- **Work to complete**: Provide a verbatim copy of the data below.

Dataset entries
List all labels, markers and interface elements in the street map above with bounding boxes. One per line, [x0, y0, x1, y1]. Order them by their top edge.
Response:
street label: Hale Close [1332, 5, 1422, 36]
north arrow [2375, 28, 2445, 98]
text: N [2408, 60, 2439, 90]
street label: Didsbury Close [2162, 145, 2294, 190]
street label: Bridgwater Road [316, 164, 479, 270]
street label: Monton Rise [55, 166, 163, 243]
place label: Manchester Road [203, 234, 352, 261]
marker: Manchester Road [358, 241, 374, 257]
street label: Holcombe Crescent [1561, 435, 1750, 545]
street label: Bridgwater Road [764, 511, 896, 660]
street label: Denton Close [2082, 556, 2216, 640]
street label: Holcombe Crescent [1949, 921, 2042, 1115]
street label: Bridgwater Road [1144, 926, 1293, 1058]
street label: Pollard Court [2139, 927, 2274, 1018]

- **Answer area**:
List all labels, markers and interface elements in the street map above with bounding boxes. One per line, [x0, y0, x1, y1]. Order them by their top edge.
Response:
street label: Hale Close [1332, 5, 1422, 36]
north arrow [2375, 28, 2445, 98]
text: N [2408, 60, 2439, 90]
street label: Didsbury Close [2162, 145, 2294, 190]
street label: Bridgwater Road [316, 164, 479, 270]
street label: Monton Rise [55, 166, 163, 243]
place label: Manchester Road [203, 234, 352, 261]
marker: Manchester Road [358, 241, 374, 257]
street label: Holcombe Crescent [1561, 435, 1750, 545]
street label: Bridgwater Road [764, 511, 896, 660]
street label: Denton Close [2082, 556, 2216, 640]
street label: Holcombe Crescent [1949, 921, 2042, 1115]
street label: Bridgwater Road [1144, 926, 1293, 1058]
street label: Pollard Court [2139, 927, 2274, 1018]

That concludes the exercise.